Segment Start: Data for processing

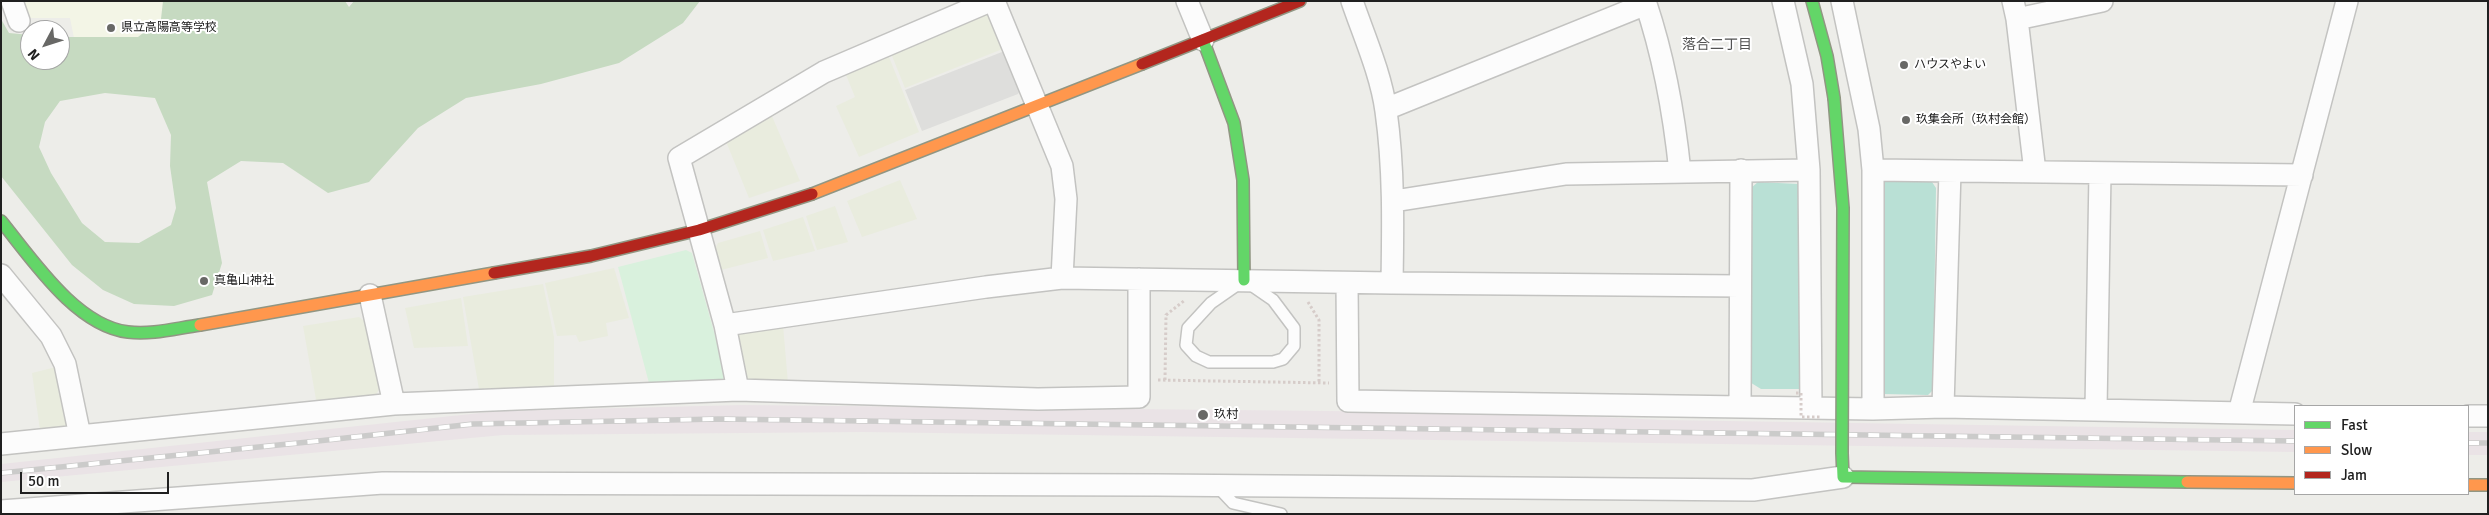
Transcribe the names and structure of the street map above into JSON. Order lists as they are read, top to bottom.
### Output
{
  "districts": ["落合二丁目"],
  "places": [
    "県立高陽高等学校",
    "ハウスやよい",
    "玖集会所（玖村会館）",
    "真亀山神社",
    "玖村"
  ],
  "legend": ["Fast", "Slow", "Jam"],
  "scale_bar": "50 m",
  "north": "bottom left"
}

Segment End: Data for processing

Description of the task: When a record holds a picture, leave that picture out; copy the rest verbatim.

Response below:
Transcribe the names and structure of the street map above into JSON. Order lists as they are read, top to bottom.
### Output
{
  "districts": ["落合二丁目"],
  "places": [
    "県立高陽高等学校",
    "ハウスやよい",
    "玖集会所（玖村会館）",
    "真亀山神社",
    "玖村"
  ],
  "legend": ["Fast", "Slow", "Jam"],
  "scale_bar": "50 m",
  "north": "bottom left"
}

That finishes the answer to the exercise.